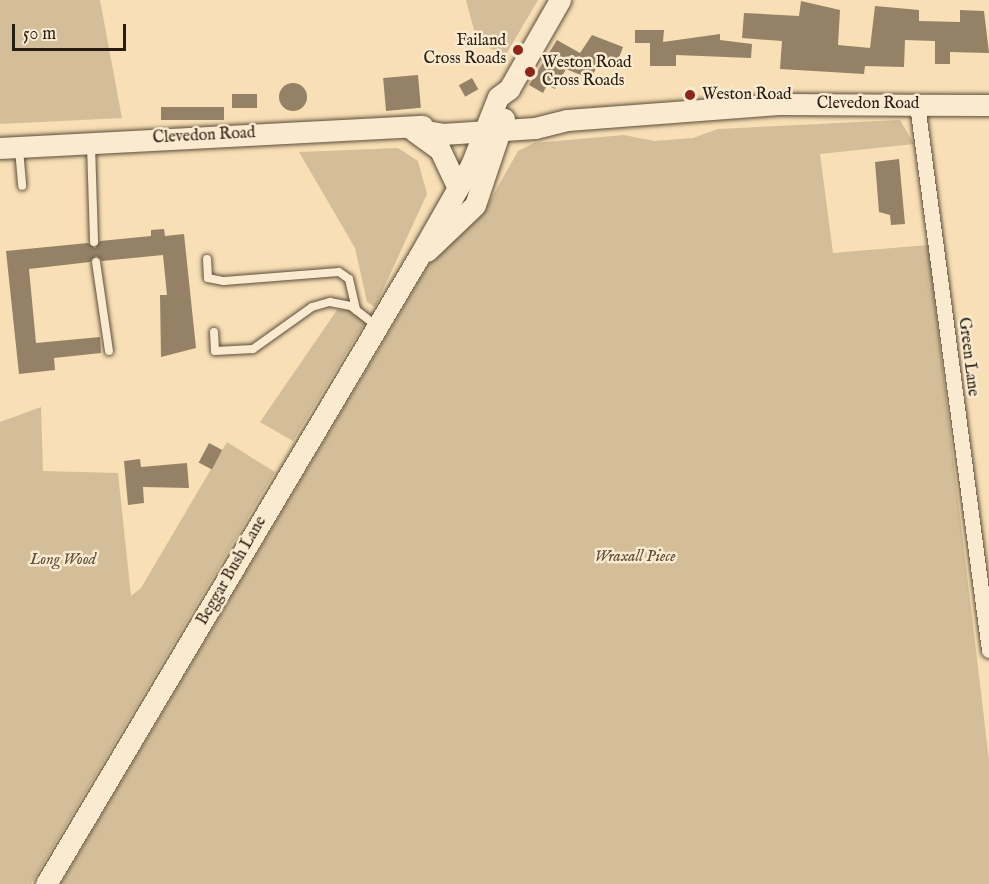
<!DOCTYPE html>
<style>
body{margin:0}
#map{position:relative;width:989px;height:884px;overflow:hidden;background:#f8dfb5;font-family:"IM FELL English",serif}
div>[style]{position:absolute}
.green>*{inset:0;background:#d4be99}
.building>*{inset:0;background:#948166;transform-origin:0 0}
.round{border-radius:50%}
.roads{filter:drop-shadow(0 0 2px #5b4d3a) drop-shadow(0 0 2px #5b4d3a)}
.lane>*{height:8px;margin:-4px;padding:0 4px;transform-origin:4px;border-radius:4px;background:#faeacf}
.street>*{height:15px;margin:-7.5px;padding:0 7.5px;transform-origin:7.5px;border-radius:7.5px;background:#faeacf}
.secondary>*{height:21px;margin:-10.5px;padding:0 10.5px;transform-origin:10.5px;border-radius:10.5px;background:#faeacf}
.dots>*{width:16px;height:16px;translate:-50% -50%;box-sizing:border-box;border:3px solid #faeacf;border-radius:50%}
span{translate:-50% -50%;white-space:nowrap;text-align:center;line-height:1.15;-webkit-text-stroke:5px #faeacf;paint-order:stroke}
.poi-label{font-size:16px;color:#271c11}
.right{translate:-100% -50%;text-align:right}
.left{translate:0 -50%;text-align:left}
.street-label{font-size:16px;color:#271c11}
.park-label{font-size:16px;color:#5b4d3a;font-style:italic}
.scale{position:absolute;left:12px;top:24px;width:114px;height:27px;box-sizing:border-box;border:3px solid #271c11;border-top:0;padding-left:8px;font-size:18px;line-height:21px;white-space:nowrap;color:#271c11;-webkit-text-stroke:4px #faeacf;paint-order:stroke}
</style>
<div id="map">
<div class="green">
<i style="clip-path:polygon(0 0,100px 0,122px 118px,0 124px)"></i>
<i style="clip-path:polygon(466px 0,538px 0,505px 56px,477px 41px)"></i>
<i style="clip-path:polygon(900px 120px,914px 144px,820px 154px,833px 253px,928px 245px,989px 760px,989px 884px,61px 884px,430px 263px,482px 215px,518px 151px,534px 143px,624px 135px,654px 141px,693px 138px,718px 129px)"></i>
<i style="clip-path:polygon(398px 148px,418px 161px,427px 194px,375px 307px,367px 302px,355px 248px,299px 152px)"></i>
<i style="clip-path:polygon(337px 310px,348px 310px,365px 322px,293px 441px,260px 422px)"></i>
<i style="clip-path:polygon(41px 407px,43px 471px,118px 473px,131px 596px,141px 588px,227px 442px,275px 472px,31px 884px,0 884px,0 422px)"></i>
</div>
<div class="building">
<i style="clip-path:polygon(801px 1px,840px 10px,838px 45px,870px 48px,875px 6px,919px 10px,919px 21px,960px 22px,960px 10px,984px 11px,989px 53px,950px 52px,950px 64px,935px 64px,935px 41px,905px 40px,904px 67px,865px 66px,864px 74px,780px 69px,782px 41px,742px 38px,744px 13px,799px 16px)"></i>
<i style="clip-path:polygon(635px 30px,664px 30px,663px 42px,720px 34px,720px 40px,752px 44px,751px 58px,676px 55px,676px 66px,650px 66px,650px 43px,635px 43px)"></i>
<i style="clip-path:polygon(592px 35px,623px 47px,617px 63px,599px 62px,591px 79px,566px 69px,555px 89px,547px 85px,543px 93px,529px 85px,557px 40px,580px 53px)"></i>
<i style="left:418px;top:75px;width:33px;height:35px;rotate:85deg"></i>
<i style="left:472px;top:78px;width:13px;height:15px;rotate:61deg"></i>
<i class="round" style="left:279px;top:83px;width:28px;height:28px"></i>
<i style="left:257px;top:94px;width:14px;height:25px;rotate:90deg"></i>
<i style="left:224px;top:107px;width:13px;height:63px;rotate:90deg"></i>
<i style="clip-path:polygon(899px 159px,905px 224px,891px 225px,890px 215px,879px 212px,875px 162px)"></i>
<i style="clip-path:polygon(164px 229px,165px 236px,184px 234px,196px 348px,161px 357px,160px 295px,167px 295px,163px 255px,102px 261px,96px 256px,90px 262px,29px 269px,36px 343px,100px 337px,101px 353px,54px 358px,55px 370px,19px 374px,6px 251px,88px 243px,95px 248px,100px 241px,151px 236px,151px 230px)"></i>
<i style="left:209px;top:443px;width:15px;height:22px;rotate:28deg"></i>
<i style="clip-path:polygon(140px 459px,141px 467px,187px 463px,189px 488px,143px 487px,144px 503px,128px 505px,124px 461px)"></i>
</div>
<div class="roads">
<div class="lane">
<i style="left:91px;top:145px;width:97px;rotate:88.2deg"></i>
<i style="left:19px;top:149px;width:37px;rotate:85deg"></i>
<i style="left:207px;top:259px;width:19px;rotate:87deg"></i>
<i style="left:208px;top:278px;width:16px;rotate:11deg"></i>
<i style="left:224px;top:281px;width:115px;rotate:-4.5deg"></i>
<i style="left:339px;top:272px;width:12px;rotate:35deg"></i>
<i style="left:349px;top:279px;width:32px;rotate:77deg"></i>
<i style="left:96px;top:262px;width:90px;rotate:81.7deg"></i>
<i style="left:214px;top:332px;width:19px;rotate:87deg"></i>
<i style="left:215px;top:351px;width:38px;rotate:-3deg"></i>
<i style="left:253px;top:349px;width:72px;rotate:-35.4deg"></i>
<i style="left:312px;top:307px;width:19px;rotate:-16deg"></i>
<i style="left:330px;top:302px;width:21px;rotate:11deg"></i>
<i style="left:351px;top:306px;width:31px;rotate:38deg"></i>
</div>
<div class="street">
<i style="left:917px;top:104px;width:551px;rotate:82.49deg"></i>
</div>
<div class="secondary">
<i style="left:409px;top:128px;width:34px;rotate:10deg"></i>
<i style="left:442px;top:134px;width:93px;rotate:-3.7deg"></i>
<i style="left:535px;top:128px;width:33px;rotate:-14deg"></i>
<i style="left:567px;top:120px;width:215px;rotate:-4.3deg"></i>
<i style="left:781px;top:104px;width:208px;rotate:0.3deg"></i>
<i style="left:414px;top:131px;width:32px;rotate:36deg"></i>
<i style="left:440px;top:150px;width:42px;rotate:64.7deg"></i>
<i style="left:0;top:148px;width:423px;rotate:-3deg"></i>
<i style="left:427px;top:251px;width:66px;rotate:-43.8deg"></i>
<i style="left:475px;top:205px;width:91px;rotate:-71.4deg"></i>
<i style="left:46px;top:884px;width:728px;rotate:-59.28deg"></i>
<i style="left:418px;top:258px;width:107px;rotate:-60.3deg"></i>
<i style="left:471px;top:165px;width:73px;rotate:-68.3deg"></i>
<i style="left:498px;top:97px;width:14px;rotate:-36deg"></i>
<i style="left:509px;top:89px;width:103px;rotate:-60.2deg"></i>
</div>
</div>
<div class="dots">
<i style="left:518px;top:50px;background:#8f2418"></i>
<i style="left:530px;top:72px;background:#8f2418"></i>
<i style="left:690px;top:95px;background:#8f2418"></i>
</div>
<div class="poi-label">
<span class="right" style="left:506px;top:50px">Failand<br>Cross Roads</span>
<span class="left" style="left:542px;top:72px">Weston Road<br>Cross Roads</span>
<span class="left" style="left:702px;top:95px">Weston Road</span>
</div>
<div class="street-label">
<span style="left:868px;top:104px">Clevedon Road</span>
<span style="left:204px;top:136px;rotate:-3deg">Clevedon Road</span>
<span style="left:968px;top:357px;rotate:83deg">Green Lane</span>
<span style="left:232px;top:571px;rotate:-60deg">Beggar Bush Lane</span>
</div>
<div class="park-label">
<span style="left:635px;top:557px">Wraxall Piece</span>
<span style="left:63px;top:560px">Long Wood</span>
</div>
<div class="scale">50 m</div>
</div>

* [What this task involves] Print again, exactly, the lines of the records above from the first line through the line with "2px #5b4d3a) drop-shadow(0". No pictures.

* [Result for this task]
<!DOCTYPE html>
<style>
body{margin:0}
#map{position:relative;width:989px;height:884px;overflow:hidden;background:#f8dfb5;font-family:"IM FELL English",serif}
div>[style]{position:absolute}
.green>*{inset:0;background:#d4be99}
.building>*{inset:0;background:#948166;transform-origin:0 0}
.round{border-radius:50%}
.roads{filter:drop-shadow(0 0 2px #5b4d3a) drop-shadow(0 0 2px #5b4d3a)}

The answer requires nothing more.